> **Exercise details**: Transcribe the entries below exactly from their first line through the line containing "font-size:20px; font-weight:400; color:var(--muted)", and let no picture into the copy.

> **Data to process**:
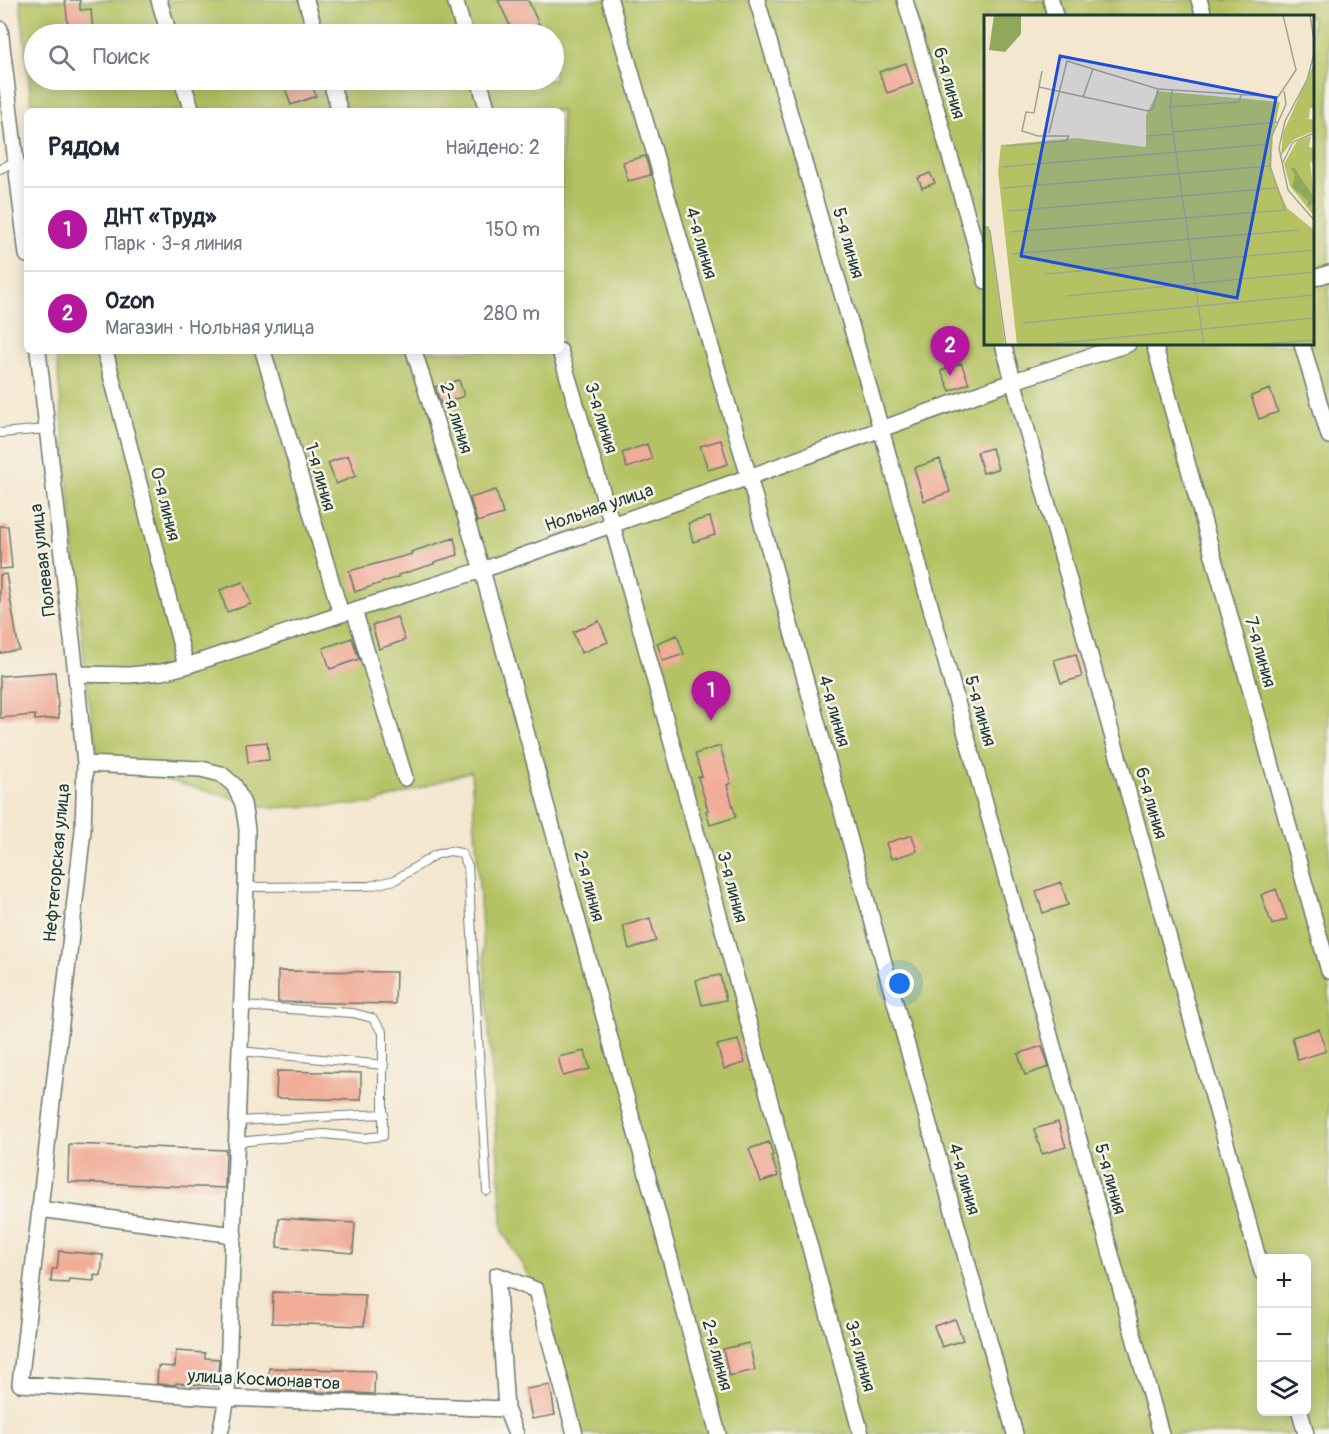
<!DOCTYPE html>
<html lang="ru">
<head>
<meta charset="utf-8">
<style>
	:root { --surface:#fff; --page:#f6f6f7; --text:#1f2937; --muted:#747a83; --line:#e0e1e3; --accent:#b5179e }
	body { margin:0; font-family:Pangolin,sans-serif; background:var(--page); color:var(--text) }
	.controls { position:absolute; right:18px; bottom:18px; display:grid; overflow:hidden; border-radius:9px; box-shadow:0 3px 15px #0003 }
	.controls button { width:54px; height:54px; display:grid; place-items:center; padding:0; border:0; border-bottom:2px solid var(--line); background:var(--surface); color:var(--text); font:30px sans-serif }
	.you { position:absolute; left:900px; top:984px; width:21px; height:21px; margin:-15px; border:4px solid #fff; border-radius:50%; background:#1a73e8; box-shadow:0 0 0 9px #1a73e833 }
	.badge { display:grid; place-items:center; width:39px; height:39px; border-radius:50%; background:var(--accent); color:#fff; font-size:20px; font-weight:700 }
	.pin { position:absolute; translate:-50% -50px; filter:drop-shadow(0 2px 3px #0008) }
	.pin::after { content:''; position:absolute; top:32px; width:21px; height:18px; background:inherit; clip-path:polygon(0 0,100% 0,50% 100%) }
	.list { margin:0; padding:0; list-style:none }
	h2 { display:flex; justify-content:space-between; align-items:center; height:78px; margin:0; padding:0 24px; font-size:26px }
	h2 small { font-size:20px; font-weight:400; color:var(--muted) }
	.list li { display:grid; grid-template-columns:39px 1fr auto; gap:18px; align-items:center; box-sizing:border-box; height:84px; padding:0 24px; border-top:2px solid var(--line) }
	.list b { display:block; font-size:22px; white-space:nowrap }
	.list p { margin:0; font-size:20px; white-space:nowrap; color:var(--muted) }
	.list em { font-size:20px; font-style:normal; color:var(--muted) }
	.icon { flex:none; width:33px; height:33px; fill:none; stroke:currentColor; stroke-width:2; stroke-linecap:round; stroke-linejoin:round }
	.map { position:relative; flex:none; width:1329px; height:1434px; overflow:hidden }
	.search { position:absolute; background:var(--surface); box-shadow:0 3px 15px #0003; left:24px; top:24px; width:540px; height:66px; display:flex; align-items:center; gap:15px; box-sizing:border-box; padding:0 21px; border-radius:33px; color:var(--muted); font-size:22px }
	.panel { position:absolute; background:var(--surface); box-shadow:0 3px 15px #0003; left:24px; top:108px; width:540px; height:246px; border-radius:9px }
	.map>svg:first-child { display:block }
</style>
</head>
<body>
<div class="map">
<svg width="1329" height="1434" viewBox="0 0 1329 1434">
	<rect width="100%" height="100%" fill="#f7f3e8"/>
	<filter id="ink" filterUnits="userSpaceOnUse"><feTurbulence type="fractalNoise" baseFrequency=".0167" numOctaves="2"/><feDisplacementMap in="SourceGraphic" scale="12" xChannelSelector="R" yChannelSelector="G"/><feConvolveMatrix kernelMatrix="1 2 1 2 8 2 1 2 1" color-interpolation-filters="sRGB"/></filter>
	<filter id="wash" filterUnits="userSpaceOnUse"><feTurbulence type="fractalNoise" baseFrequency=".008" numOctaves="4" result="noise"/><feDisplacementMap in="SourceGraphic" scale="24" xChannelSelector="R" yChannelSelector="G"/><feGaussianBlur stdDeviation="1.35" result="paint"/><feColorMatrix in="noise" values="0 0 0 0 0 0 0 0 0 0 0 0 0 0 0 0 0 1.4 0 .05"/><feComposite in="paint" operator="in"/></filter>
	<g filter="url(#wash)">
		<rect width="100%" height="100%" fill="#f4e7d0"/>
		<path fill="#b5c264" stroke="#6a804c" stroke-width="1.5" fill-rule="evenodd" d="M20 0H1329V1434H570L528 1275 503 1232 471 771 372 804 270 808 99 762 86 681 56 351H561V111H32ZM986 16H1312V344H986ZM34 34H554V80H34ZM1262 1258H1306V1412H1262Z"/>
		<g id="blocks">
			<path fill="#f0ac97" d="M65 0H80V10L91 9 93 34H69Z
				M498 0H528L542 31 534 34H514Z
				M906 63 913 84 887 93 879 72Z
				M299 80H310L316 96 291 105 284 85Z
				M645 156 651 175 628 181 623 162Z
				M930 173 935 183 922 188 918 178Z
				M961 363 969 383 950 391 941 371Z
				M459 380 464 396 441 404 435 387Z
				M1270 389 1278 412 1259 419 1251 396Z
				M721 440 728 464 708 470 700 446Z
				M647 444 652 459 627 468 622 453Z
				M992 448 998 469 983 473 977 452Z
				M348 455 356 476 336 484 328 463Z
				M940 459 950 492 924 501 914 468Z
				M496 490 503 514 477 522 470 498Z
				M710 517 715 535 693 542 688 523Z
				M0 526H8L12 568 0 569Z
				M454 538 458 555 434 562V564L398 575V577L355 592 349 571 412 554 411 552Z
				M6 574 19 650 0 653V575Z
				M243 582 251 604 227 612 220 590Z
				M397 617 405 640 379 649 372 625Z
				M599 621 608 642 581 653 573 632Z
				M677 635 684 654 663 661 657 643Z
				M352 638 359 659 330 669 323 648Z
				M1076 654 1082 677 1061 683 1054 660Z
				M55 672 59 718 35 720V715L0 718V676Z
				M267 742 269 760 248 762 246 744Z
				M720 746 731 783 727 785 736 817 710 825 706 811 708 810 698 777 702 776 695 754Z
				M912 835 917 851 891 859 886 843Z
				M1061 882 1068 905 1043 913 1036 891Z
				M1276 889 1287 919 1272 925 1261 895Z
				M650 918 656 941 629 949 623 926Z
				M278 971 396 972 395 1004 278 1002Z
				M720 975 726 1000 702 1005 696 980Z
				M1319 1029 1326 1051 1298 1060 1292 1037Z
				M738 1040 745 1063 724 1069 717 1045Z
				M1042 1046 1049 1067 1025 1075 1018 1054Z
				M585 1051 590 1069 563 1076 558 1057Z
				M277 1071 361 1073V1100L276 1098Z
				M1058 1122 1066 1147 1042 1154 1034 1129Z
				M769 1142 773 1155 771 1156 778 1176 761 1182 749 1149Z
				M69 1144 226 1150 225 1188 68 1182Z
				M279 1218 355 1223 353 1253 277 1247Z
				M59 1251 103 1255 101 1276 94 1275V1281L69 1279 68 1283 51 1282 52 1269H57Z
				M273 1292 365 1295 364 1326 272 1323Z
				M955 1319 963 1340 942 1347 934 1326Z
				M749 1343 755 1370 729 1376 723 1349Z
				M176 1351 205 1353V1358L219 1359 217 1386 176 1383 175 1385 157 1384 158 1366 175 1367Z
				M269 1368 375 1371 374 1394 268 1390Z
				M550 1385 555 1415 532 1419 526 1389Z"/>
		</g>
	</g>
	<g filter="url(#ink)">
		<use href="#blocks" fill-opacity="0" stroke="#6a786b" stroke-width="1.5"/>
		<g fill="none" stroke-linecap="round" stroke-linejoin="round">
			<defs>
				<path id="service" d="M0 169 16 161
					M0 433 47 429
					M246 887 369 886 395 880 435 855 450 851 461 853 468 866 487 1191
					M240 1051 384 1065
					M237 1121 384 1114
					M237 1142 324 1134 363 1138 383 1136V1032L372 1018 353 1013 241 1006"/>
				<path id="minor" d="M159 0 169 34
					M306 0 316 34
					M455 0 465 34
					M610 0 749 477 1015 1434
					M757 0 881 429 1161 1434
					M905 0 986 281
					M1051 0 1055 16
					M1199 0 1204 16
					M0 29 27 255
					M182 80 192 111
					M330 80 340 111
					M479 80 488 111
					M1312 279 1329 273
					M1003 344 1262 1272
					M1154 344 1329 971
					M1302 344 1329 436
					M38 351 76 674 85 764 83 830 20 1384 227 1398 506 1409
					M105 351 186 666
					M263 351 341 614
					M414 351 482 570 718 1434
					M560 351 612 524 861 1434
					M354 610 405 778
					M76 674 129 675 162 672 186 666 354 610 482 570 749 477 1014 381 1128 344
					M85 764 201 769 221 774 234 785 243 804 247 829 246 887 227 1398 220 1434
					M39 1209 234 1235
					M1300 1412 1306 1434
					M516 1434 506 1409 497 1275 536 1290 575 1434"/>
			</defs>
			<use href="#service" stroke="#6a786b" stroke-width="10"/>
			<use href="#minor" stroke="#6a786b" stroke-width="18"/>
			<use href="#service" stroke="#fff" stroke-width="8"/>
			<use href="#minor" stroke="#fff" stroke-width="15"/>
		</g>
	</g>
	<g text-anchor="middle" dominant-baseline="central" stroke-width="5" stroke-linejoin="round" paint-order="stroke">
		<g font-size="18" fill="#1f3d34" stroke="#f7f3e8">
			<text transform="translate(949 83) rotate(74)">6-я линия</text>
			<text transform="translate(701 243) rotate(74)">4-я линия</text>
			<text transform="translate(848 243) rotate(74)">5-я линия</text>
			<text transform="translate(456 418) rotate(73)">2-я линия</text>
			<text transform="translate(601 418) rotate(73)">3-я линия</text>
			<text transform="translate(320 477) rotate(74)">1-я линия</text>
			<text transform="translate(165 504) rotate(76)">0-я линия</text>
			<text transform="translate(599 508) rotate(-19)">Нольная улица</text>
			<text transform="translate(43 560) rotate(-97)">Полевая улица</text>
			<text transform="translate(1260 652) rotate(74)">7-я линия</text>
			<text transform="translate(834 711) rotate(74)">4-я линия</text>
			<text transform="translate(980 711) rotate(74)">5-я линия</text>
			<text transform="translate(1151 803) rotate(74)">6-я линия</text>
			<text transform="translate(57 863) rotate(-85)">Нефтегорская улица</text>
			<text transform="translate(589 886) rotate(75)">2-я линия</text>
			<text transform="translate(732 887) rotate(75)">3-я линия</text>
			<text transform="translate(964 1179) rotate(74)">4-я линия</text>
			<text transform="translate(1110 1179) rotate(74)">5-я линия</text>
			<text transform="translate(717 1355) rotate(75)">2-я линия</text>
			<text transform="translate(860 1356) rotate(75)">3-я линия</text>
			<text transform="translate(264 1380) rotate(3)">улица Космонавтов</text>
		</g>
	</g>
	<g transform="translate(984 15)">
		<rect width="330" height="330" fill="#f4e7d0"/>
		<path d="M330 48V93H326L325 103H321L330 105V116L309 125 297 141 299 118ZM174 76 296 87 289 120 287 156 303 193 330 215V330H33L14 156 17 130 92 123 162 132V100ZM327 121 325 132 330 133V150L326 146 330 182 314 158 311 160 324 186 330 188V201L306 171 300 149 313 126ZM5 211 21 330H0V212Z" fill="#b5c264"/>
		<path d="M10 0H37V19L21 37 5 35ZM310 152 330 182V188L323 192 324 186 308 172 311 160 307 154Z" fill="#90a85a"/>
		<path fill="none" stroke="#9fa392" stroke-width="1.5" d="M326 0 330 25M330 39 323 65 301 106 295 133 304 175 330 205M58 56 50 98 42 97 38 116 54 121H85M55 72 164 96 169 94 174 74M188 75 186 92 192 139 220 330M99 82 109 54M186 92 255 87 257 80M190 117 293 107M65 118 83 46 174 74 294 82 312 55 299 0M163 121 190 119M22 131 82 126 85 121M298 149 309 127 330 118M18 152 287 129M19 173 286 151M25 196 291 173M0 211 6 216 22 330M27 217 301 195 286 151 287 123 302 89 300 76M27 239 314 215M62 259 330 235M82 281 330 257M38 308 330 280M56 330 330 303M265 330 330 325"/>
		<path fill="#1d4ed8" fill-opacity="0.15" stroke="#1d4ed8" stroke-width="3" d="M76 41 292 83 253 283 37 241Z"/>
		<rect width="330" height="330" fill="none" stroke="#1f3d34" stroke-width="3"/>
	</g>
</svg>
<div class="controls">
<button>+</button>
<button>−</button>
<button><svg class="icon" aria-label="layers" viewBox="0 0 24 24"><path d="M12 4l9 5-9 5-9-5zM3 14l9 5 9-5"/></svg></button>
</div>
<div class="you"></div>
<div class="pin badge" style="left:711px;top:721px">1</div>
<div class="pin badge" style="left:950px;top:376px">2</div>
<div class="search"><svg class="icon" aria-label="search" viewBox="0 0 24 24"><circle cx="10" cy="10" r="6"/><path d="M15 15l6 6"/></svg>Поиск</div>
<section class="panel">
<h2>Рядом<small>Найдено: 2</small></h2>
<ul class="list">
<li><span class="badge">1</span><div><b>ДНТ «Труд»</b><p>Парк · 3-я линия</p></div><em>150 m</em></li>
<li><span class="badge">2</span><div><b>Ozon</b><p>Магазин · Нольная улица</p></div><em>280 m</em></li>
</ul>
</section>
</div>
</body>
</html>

> **Expected output**:
<!DOCTYPE html>
<html lang="ru">
<head>
<meta charset="utf-8">
<style>
	:root { --surface:#fff; --page:#f6f6f7; --text:#1f2937; --muted:#747a83; --line:#e0e1e3; --accent:#b5179e }
	body { margin:0; font-family:Pangolin,sans-serif; background:var(--page); color:var(--text) }
	.controls { position:absolute; right:18px; bottom:18px; display:grid; overflow:hidden; border-radius:9px; box-shadow:0 3px 15px #0003 }
	.controls button { width:54px; height:54px; display:grid; place-items:center; padding:0; border:0; border-bottom:2px solid var(--line); background:var(--surface); color:var(--text); font:30px sans-serif }
	.you { position:absolute; left:900px; top:984px; width:21px; height:21px; margin:-15px; border:4px solid #fff; border-radius:50%; background:#1a73e8; box-shadow:0 0 0 9px #1a73e833 }
	.badge { display:grid; place-items:center; width:39px; height:39px; border-radius:50%; background:var(--accent); color:#fff; font-size:20px; font-weight:700 }
	.pin { position:absolute; translate:-50% -50px; filter:drop-shadow(0 2px 3px #0008) }
	.pin::after { content:''; position:absolute; top:32px; width:21px; height:18px; background:inherit; clip-path:polygon(0 0,100% 0,50% 100%) }
	.list { margin:0; padding:0; list-style:none }
	h2 { display:flex; justify-content:space-between; align-items:center; height:78px; margin:0; padding:0 24px; font-size:26px }
	h2 small { font-size:20px; font-weight:400; color:var(--muted) }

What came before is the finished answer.